Esta escena de juego infantil en la calle, previa a la pandemia aunque estos días se volvía a repetir, no suele representar la normalidad de los más pequeños de la ciudad. Aunque representan un cuarto de la población mundial, las grandes urbes no están hechas a su medida. Muchos estudios apuntan a que están mejor al aire libre, pero en lugares como Barcelona tienen pocas ocasiones de salir, mucho menos de forma autónoma. Tras una desescalada que ha evidenciado la necesidad de ganar más espacio público para los vecinos, ¿qué se puede aprender de las criaturas? Y, sobre todo, ¿cómo se pueden recoger sus ideas?

“La infancia ha sido neutralizada, segregada, su experiencia no se ha tomado en cuenta y es fundamental recogerla sobre todo en los espacios que usa cotidianamente”, subraya Dafne Saldaña Blasco, miembro del colectivo de arquitectas y urbanistas feministas Equal Saree. En nuestras ciudades hay elementos como la altura de los desniveles o del mobiliario urbano que no están pensadas para todo el mundo. “Eso con la infancia se hace más evidente: las señalizaciones o los semáforos están pensados para alturas medias de 1,70. Los mismos coches aparcados en la acera impiden ver a las criaturas lo que está al otro lado: si adaptamos las cosas a las personas que pueden tener más dificultades, todo el mundo las podrá usar”, sostiene. Además, apunta, la falta de autonomía de las criaturas no solo las afecta a ellas: “Si no se pueden mover libremente, también quienes las cuidan tendrán que dedicar más tiempo a acompañarlas”.

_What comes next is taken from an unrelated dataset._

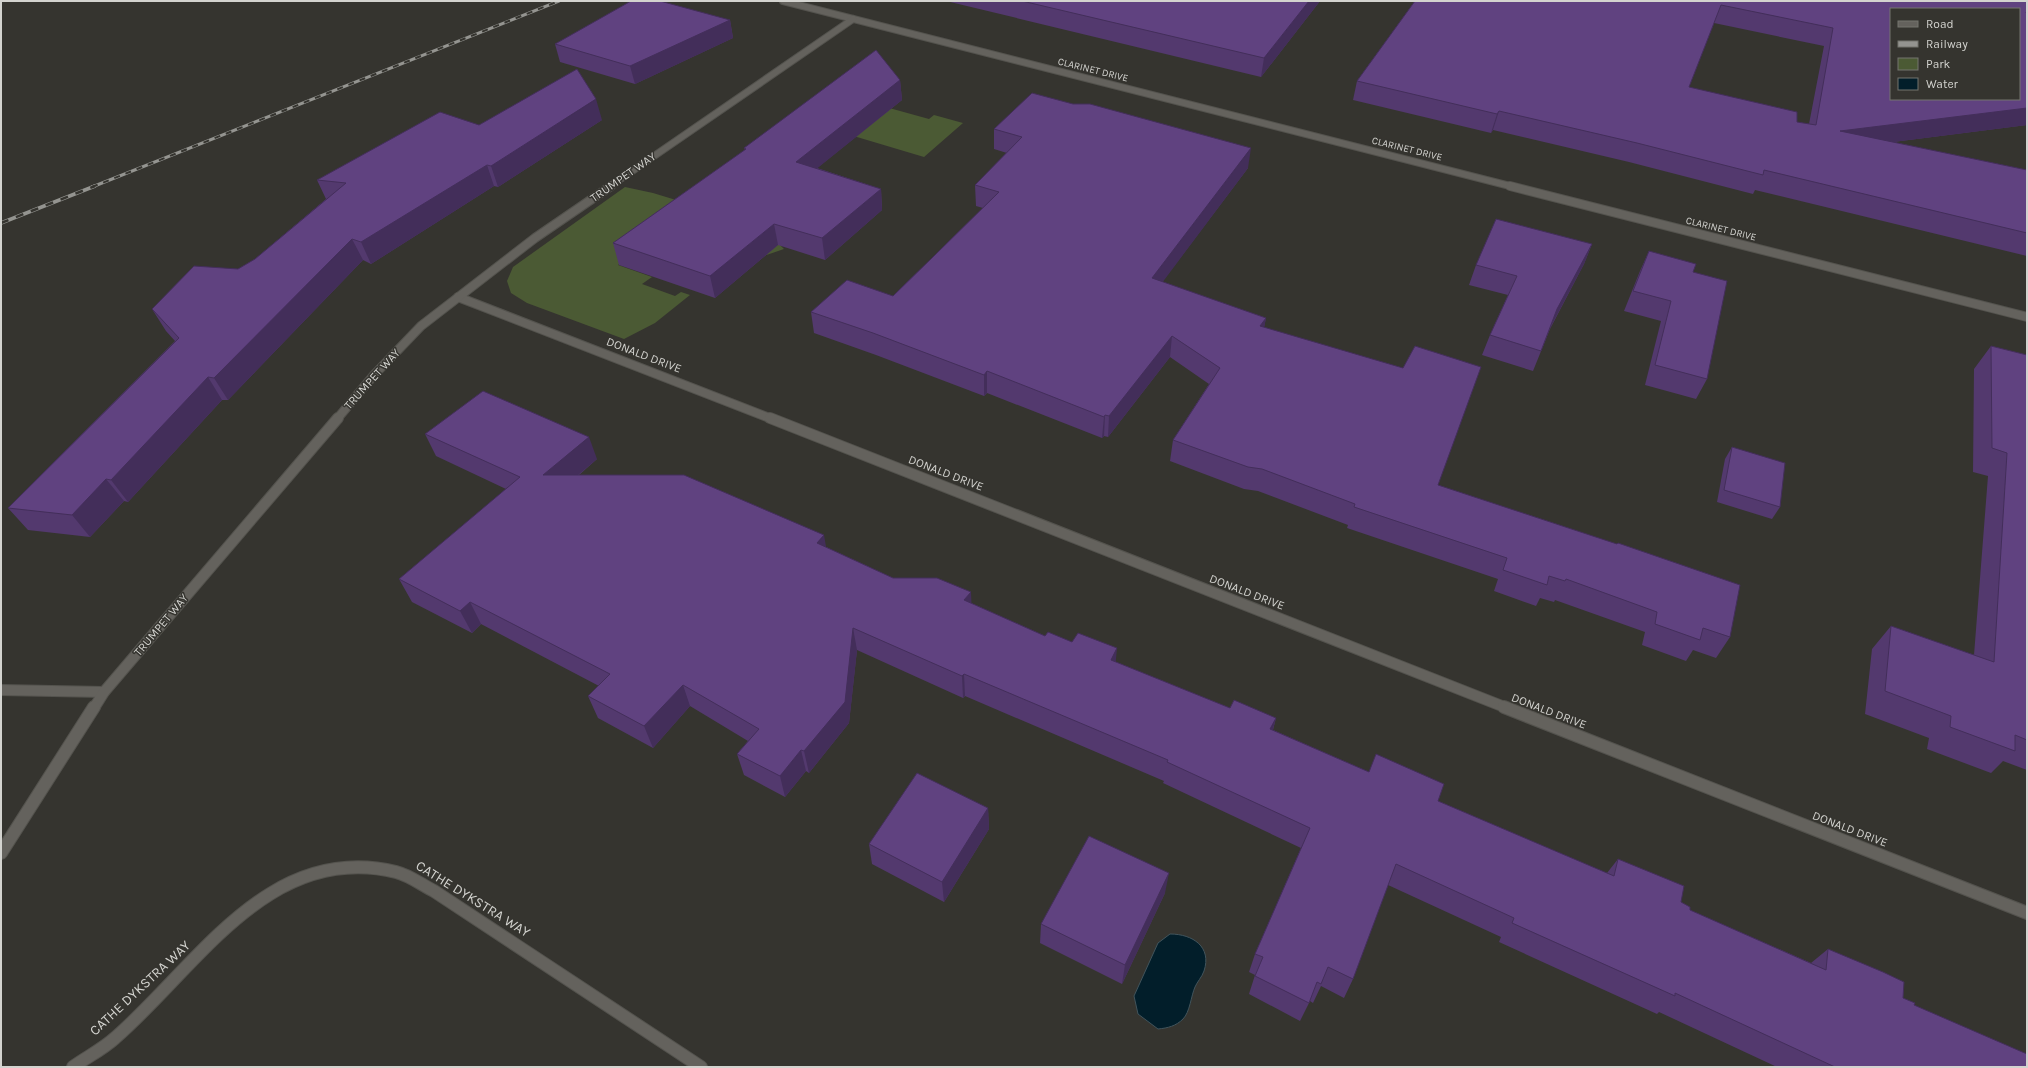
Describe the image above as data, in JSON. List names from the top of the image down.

Por su parte Emma Cortés, pedagoga y coordinadora de proyectos del Instituto Infancia y Adolescencia de Barcelona (IAAB), que trabaja con el Ayuntamiento en la definición de políticas públicas sobre infancia y adolescencia, recuerda que las criaturas se relacionan con el espacio de una manera diferente con respecto a las personas adultas. “Cuando caminan, viven e interaccionan con el espacio, porque entienden que este no es solo un sitio de tránsito, sino un lugar para vivir y disfrutar; su mirada nos puede ayudar a diseñar espacios para que sean sitios de encuentro de los que gozar”.

Sobre las aportaciones de las criaturas se expresa el psicopedagogo y dibujante italiano Francesco Tonucci, referente mundial en infancia y participación. “Se corre el riesgo de caer en una trampa pensando ingenuamente que los niños nos pueden dar soluciones para los problemas que hemos creado los adultos”, señala. “Su contribución fundamental es darnos a conocer cuáles son sus necesidades”.

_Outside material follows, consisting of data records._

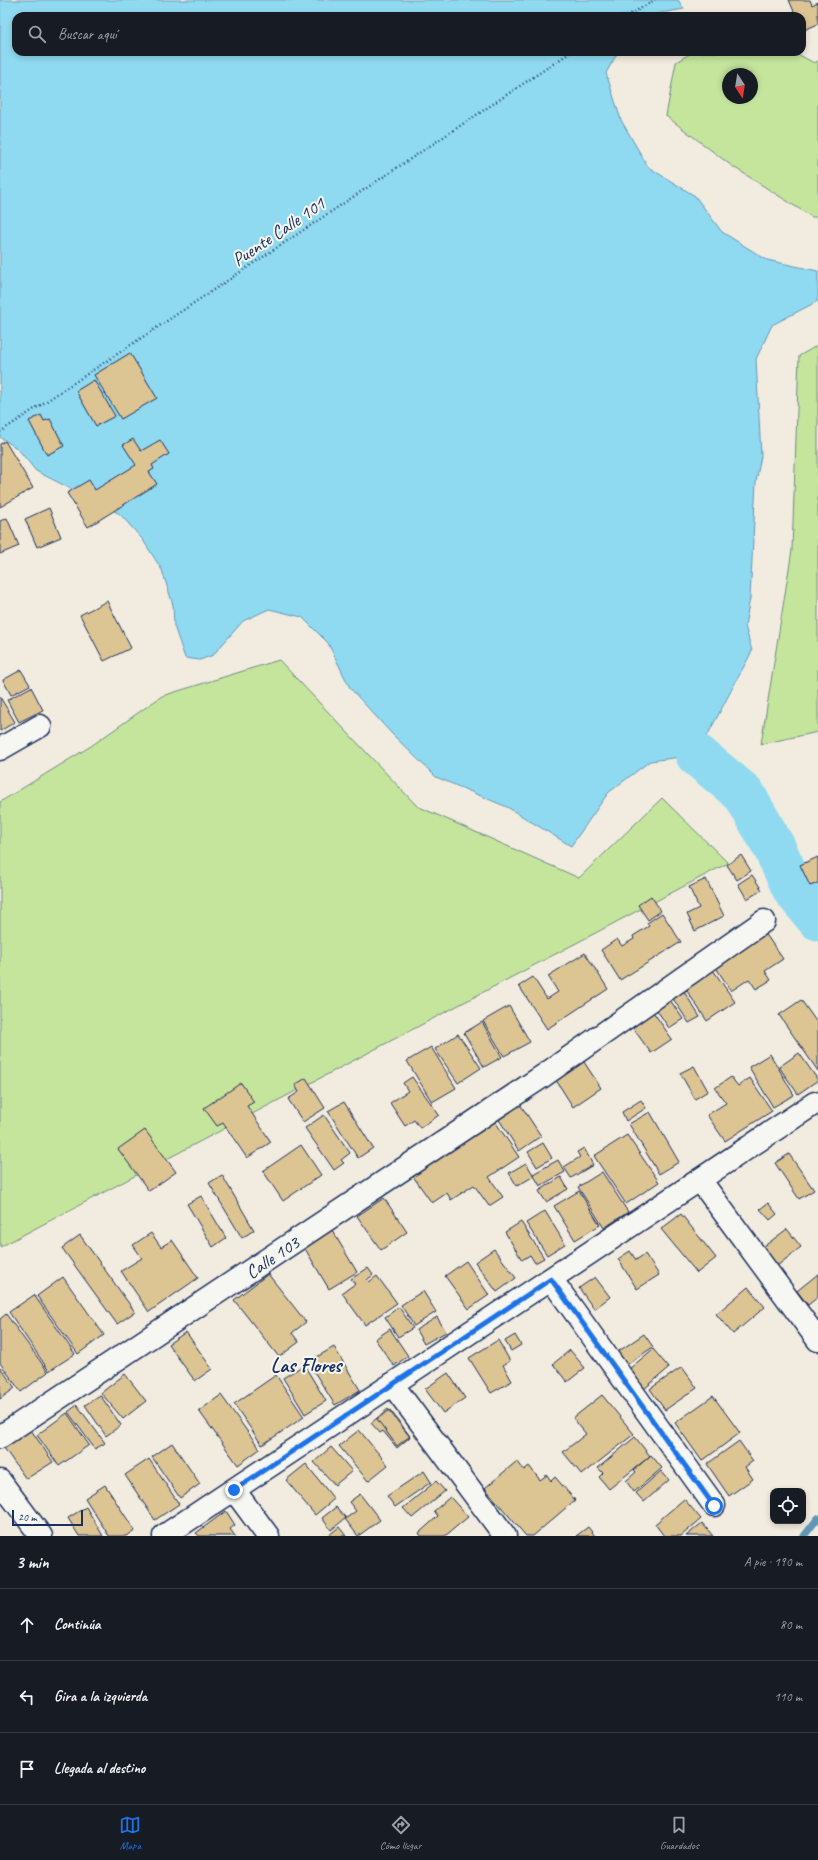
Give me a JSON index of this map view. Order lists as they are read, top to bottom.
{
  "streets": {
    "street": ["Calle 103"],
    "path": ["Puente Calle 101"]
  },
  "districts": ["Las Flores"],
  "scale_bar": "20 m",
  "north": "bottom",
  "page": {
    "search": "Buscar aquí",
    "scale": "20 m",
    "heading": ["3 min", "A pie · 190 m"],
    "list": [
      ["Continúa", "80 m"],
      ["Gira a la izquierda", "110 m"],
      "Llegada al destino"
    ],
    "nav": ["Mapa", "Cómo llegar", "Guardados"]
  }
}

La manera más obvia, y la vez todavía poco explorada, de conseguirlo, sería preguntándoselo. Esto es lo que establece sin ir más lejos la “Convención sobre los Derechos del Niño”, ratificada por todos los países del mundo (menos Estados Unidos) y que en su artículo 12 reza: “Los Estados Partes garantizarán al niño […] el derecho de expresar su opinión libremente en todos los asuntos que afectan al niño, teniéndose debidamente en cuenta sus opiniones [..]”.

¿Cómo escucharles? ¿Que se organicen solos?

¿Cómo asegurarse de que realmente sus opiniones son atendidas? “Escuchar a los niños es difícil”, afirma Tonucci, “porque la manera más banal es hacerles preguntas y escuchar lo que dicen; sin embargo a una pregunta adulta tienden a contestar lo que creen que piensan los adultos, porque saben que lo mejor que pueden hacer es crecer abandonando conocimientos y actitudes infantiles para adquirir unos adultos; esto forja en sus mentes que las cosas importantes son las que piensan los adultos, no ellos”.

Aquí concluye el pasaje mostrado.